Assuming I have a bunch of files to deal with(say 1000 or more), first they should be processed by function A(), function A() will generate a file, then this file will be processed by B().
If we do it one by one, that's too slow, so I'm thinking process 5 files at a time using goroutine(we can not process too much at a time cause the CPU cannot bear).
I'm a newbie in golang, I'm not sure if my thought is correct, I think the function A() is a producer and the function B() is a consumer, function B() will deal with the file that produced by function A(), and I wrote some code below, forgive me, I really don't know how to write the code, can anyone give me a help? Thank you in advance!
package main
import "fmt"
var Box = make(chan string, 1024)
func A(file string) {
fmt.Println(file, "is processing in func A()...")
fileGenByA := "/path/to/fileGenByA1"
Box <- fileGenByA
}
func B(file string) {
fmt.Println(file, "is processing in func B()...")
}
func main() {
// assuming that this is the file list read from a directory
fileList := []string{
"/path/to/file1",
"/path/to/file2",
"/path/to/file3",
}
// it seems I can't do this, because fileList may have 1000 or more file
for _, v := range fileList {
go A(v)
}
// can I do this?
for file := range Box {
go B(file)
}
}
Update:
sorry, maybe I haven’t made myself clear, actually the file generated by function A() is stored in the hard disk(generated by a command line tool, I just simple execute it using exec.Command()), not in a variable(the memory), so it doesn't have to be passed to function B() immediately.

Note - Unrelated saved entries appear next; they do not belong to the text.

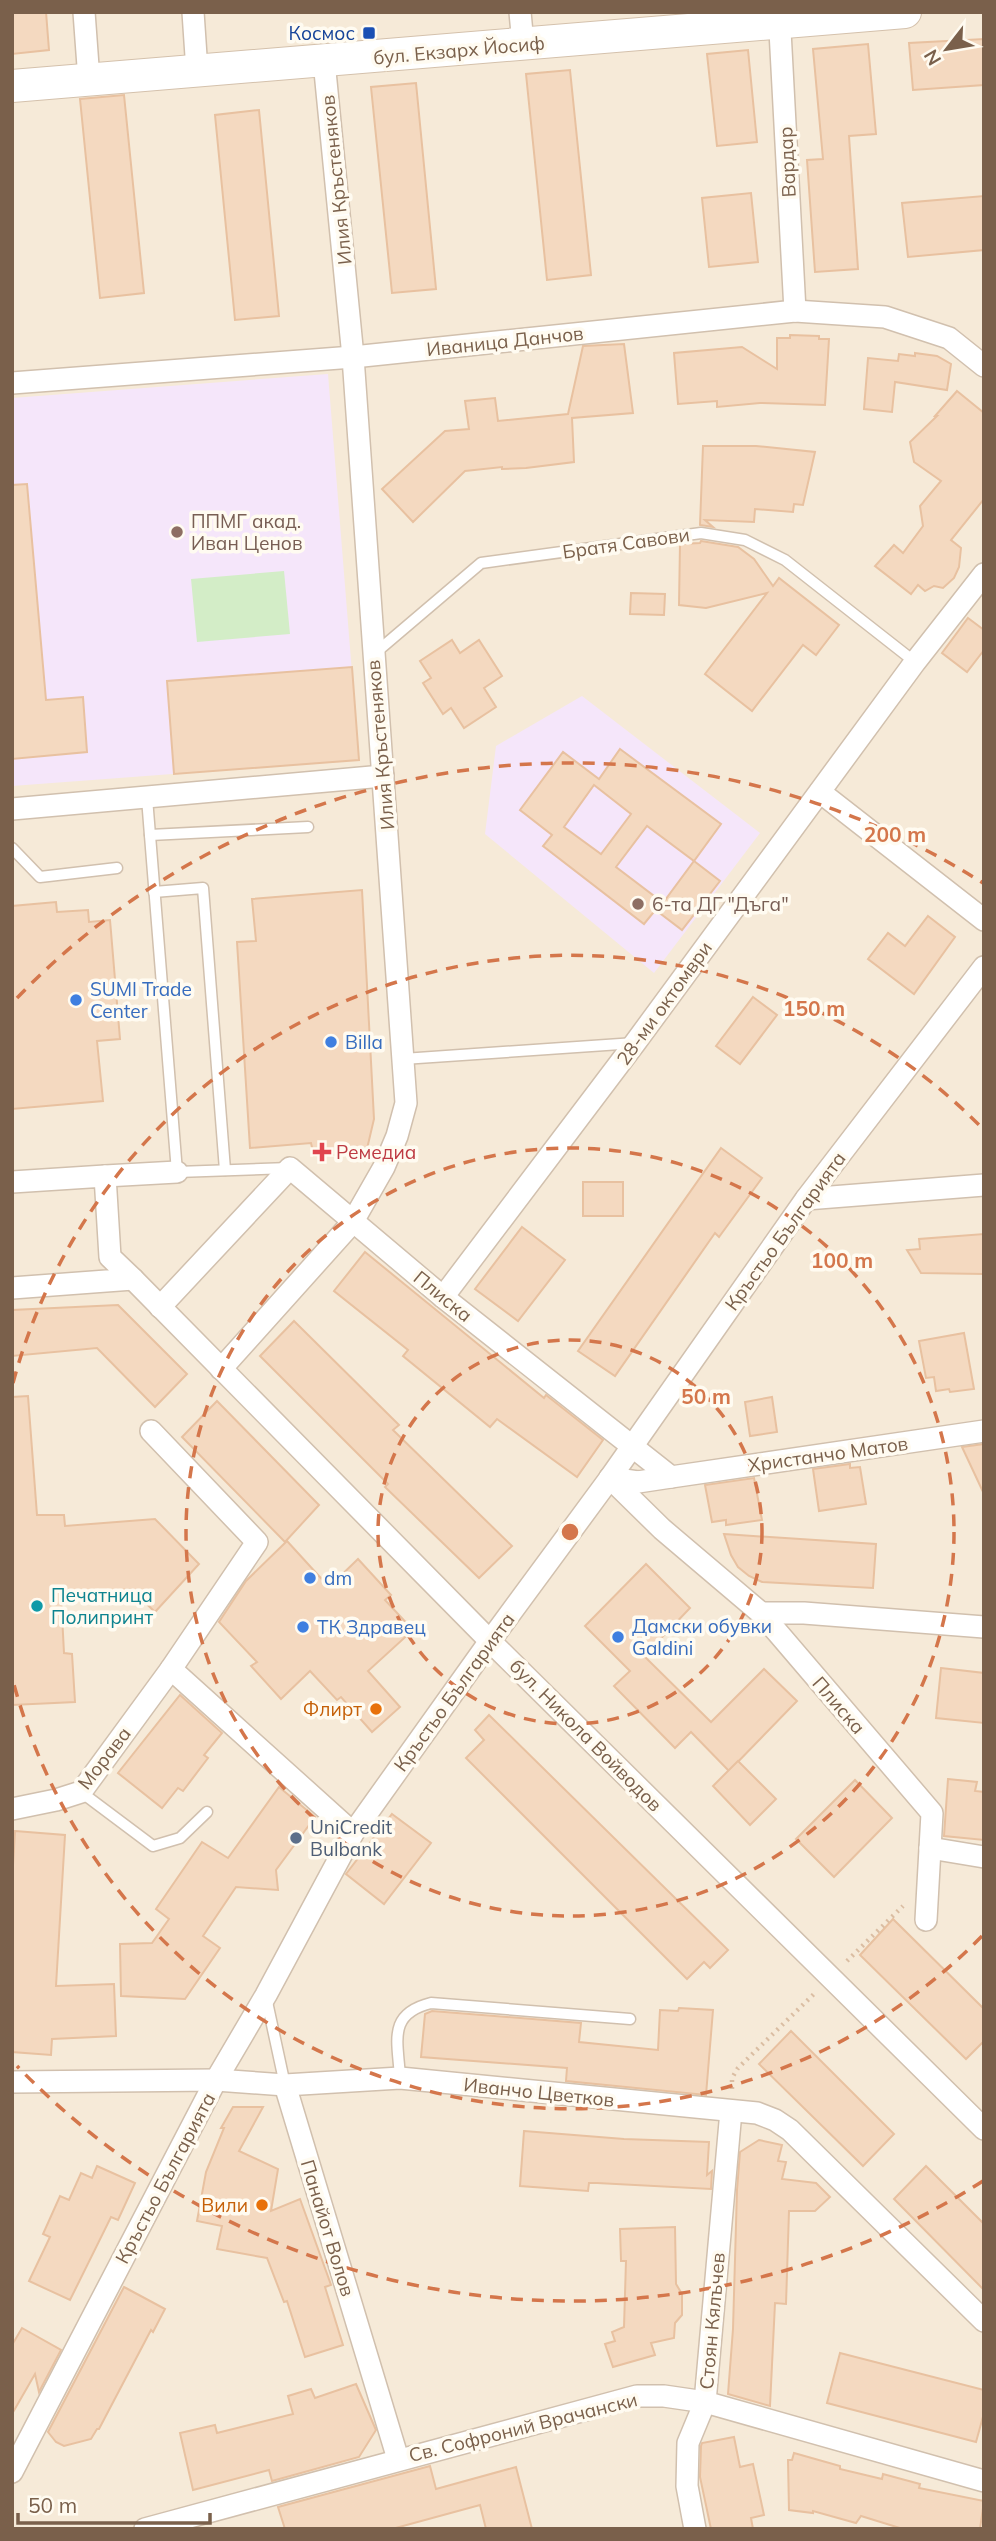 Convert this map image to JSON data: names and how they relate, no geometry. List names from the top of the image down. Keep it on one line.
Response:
{"streets":{"street":["бул. Екзарх Йосиф","Вардар","Илия Кръстеняков","Иваница Данчов","28-ми октомври","Кръстьо Българията","Плиска","Христанчо Матов","бул. Никола Войводов","Морава","Иванчо Цветков","Панайот Волов","Стоян Кялъчев","Св. Софроний Врачански"],"lane":["Братя Савови"]},"crossings":[["бул. Екзарх Йосиф","Вардар"],["бул. Екзарх Йосиф","Илия Кръстеняков"],["Вардар","Иваница Данчов"],["Илия Кръстеняков","Иваница Данчов"],["Илия Кръстеняков","Братя Савови"],["Илия Кръстеняков","Плиска"],["Илия Кръстеняков","бул. Никола Войводов"],["Братя Савови","28-ми октомври"],["28-ми октомври","Плиска"],["Кръстьо Българията","Плиска"],["Кръстьо Българията","Христанчо Матов"],["Кръстьо Българията","бул. Никола Войводов"],["Кръстьо Българията","Иванчо Цветков"],["Кръстьо Българията","Панайот Волов"],["Плиска","Христанчо Матов"],["Иванчо Цветков","Панайот Волов"],["Иванчо Цветков","Стоян Кялъчев"],["Панайот Волов","Св. Софроний Врачански"],["Стоян Кялъчев","Св. Софроний Врачански"]],"places":{"transit":["Космос"],"other":["ППМГ акад. Иван Ценов","6-та ДГ \"Дъга\"","SUMI Trade Center","Billa","dm","Печатница Полипринт","ТК Здравец","Дамски обувки Galdini","Флирт","UniCredit Bulbank","Вили"],"health":["Ремедиа"]},"scale_bar":"50 m","north":"bottom left","rings":["200 m","150 m","100 m","50 m"]} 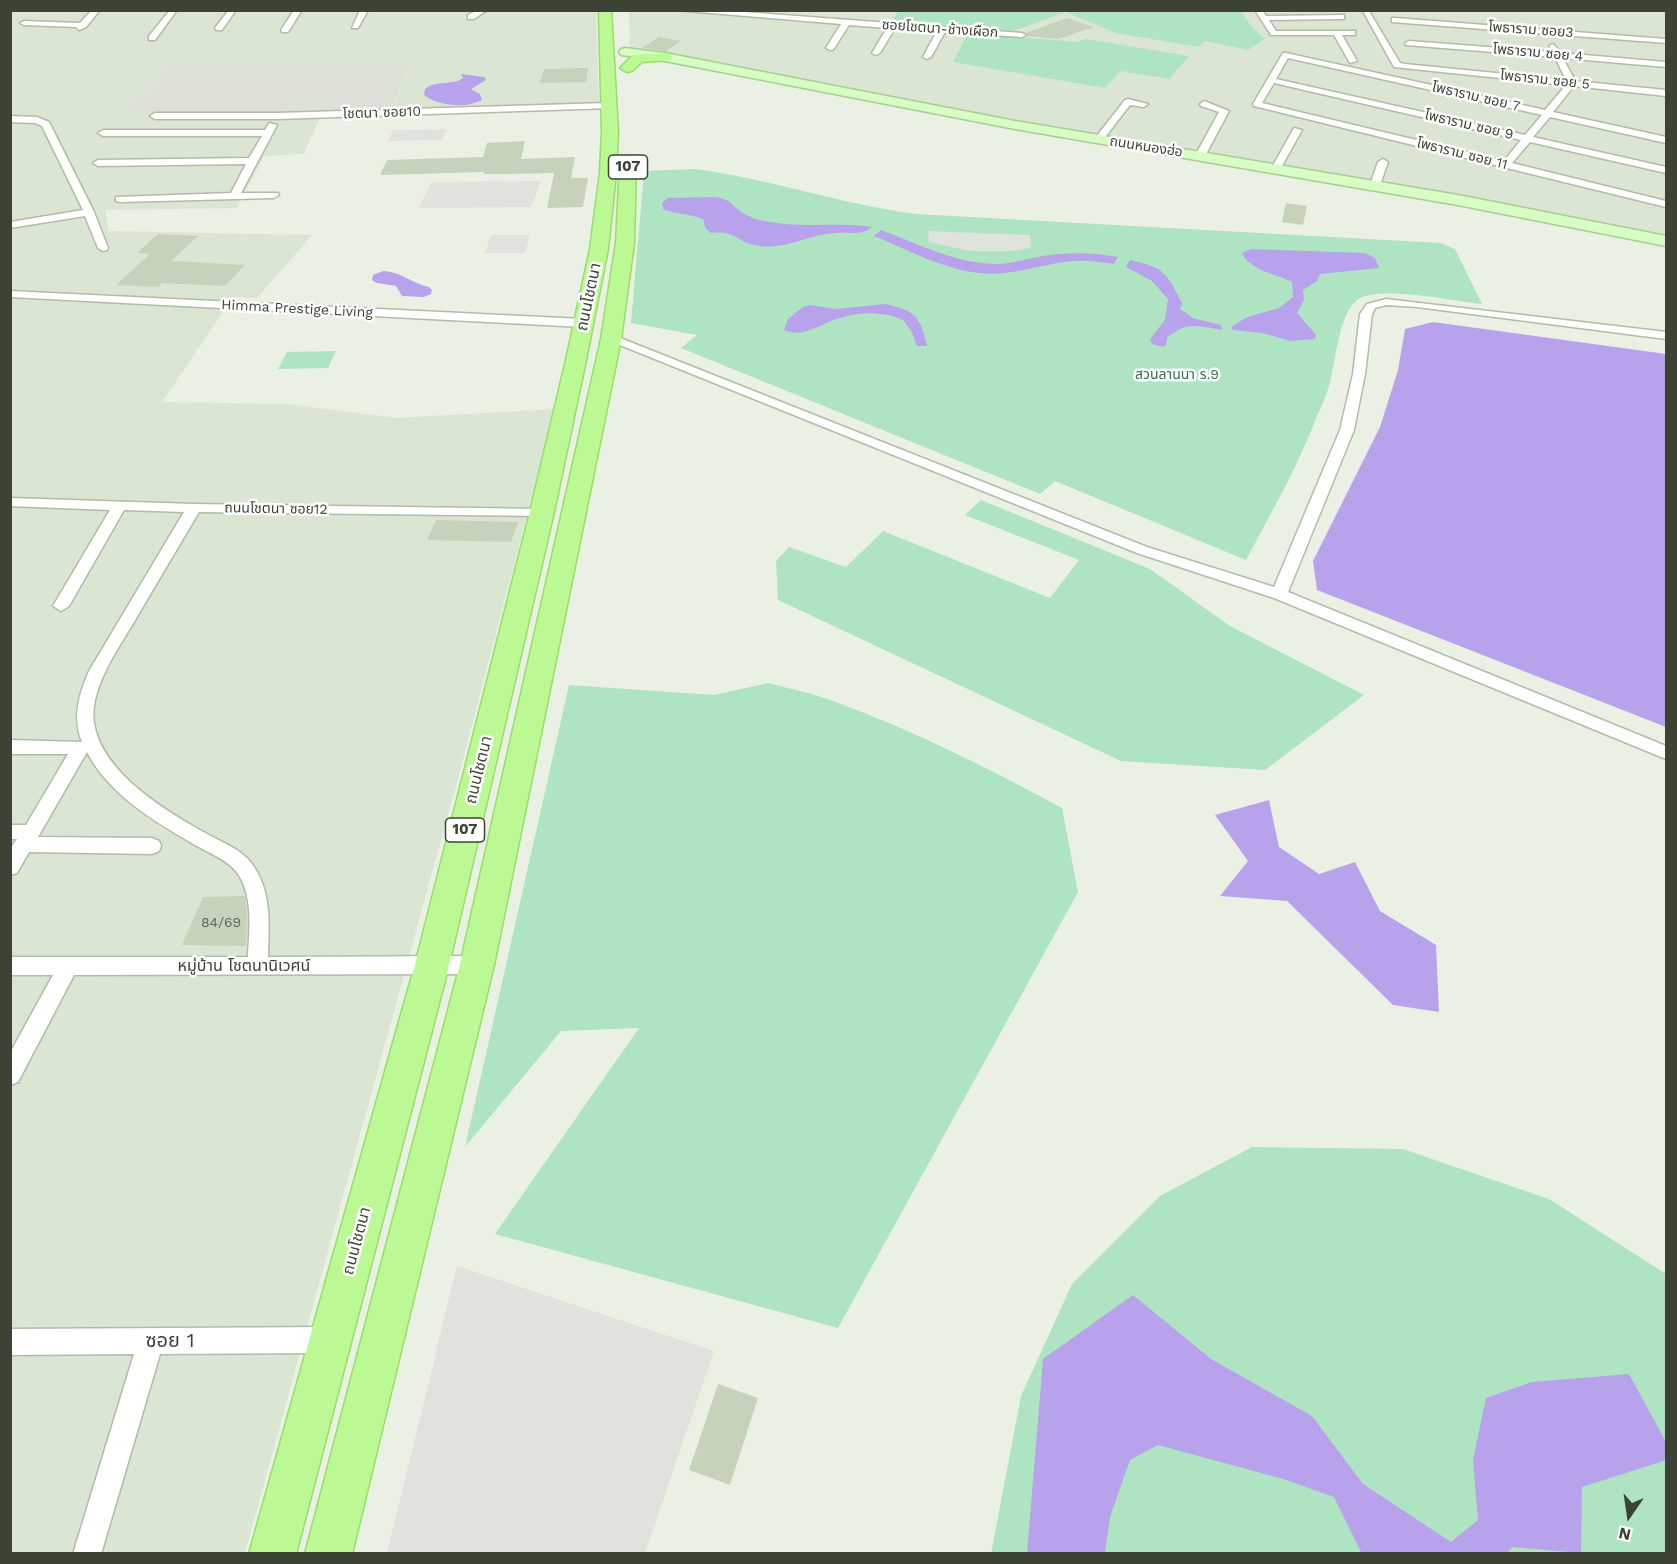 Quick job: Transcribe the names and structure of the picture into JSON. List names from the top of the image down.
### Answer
{
  "streets": {
    "main road": ["ถนนหนองฮ่อ", "107", "ถนนโชตนา"],
    "street": [
      "ซอยโชตนา-ช้างเผือก",
      "โพธาราม ซอย3",
      "โพธาราม ซอย 4",
      "โพธาราม ซอย 5",
      "โพธาราม ซอย 7",
      "โชตนา ซอย10",
      "โพธาราม ซอย 9",
      "โพธาราม ซอย 11",
      "Himma Prestige Living",
      "ถนนโชตนา ซอย12",
      "หมู่บ้าน โชตนานิเวศน์",
      "ซอย 1"
    ]
  },
  "crossings": [
    ["โพธาราม ซอย3", "โพธาราม ซอย 4"],
    ["โพธาราม ซอย3", "โพธาราม ซอย 5"],
    ["โพธาราม ซอย 4", "โพธาราม ซอย 5"],
    ["โพธาราม ซอย 7", "โพธาราม ซอย 9"],
    ["โพธาราม ซอย 7", "โพธาราม ซอย 11"],
    ["โชตนา ซอย10", "ถนนโชตนา"],
    ["โพธาราม ซอย 9", "โพธาราม ซอย 11"],
    ["ถนนโชตนา", "Himma Prestige Living"],
    ["ถนนโชตนา", "ถนนโชตนา ซอย12"],
    ["ถนนโชตนา", "หมู่บ้าน โชตนานิเวศน์"],
    ["ถนนโชตนา", "ซอย 1"]
  ],
  "parks": ["สวนลานนา ร.9"],
  "house_numbers": ["84/69"],
  "north": "bottom"
}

I think there are 2 approach:
approach1
approach2
Actually I prefer approach2, as you can see, the first B() doesn't have to process the file1GenByA, it's the same for B() to process any file in the box, because file1GenByA may generated after file2GenByA(maybe the file is larger so it takes more time).
You could spawn 5 goroutines that read from a work channel. That way you have at all times 5 goroutines running and don't need to batch them so that you have to wait until 5 are finished to start the next 5.
func main() {
stack := []string{"a", "b", "c", "d", "e", "f", "g", "h"}
work := make(chan string)
results := make(chan string)
// create worker 5 goroutines
wg := sync.WaitGroup{}
for i := 0; i < 5; i++ {
wg.Add(1)
go func() {
defer wg.Done()
for s := range work {
results <- B(A(s))
}
}()
}
// send the work to the workers
// this happens in a goroutine in order
// to not block the main function, once
// all 5 workers are busy
go func() {
for _, s := range stack {
// could read the file from disk
// here and pass a pointer to the file
work <- s
}
// close the work channel after
// all the work has been send
close(work)
// wait for the workers to finish
// then close the results channel
wg.Wait()
close(results)
}()
// collect the results
// the iteration stops if the results
// channel is closed and the last value
// has been received
for result := range results {
// could write the file to disk
fmt.Println(result)
}
}
https://play.golang.com/p/K-KVX4LEEoK
you're halfway there. There's a few things you need to fix:
your program deadlocks because nothing closes Box, so the main function can never get done rangeing over it.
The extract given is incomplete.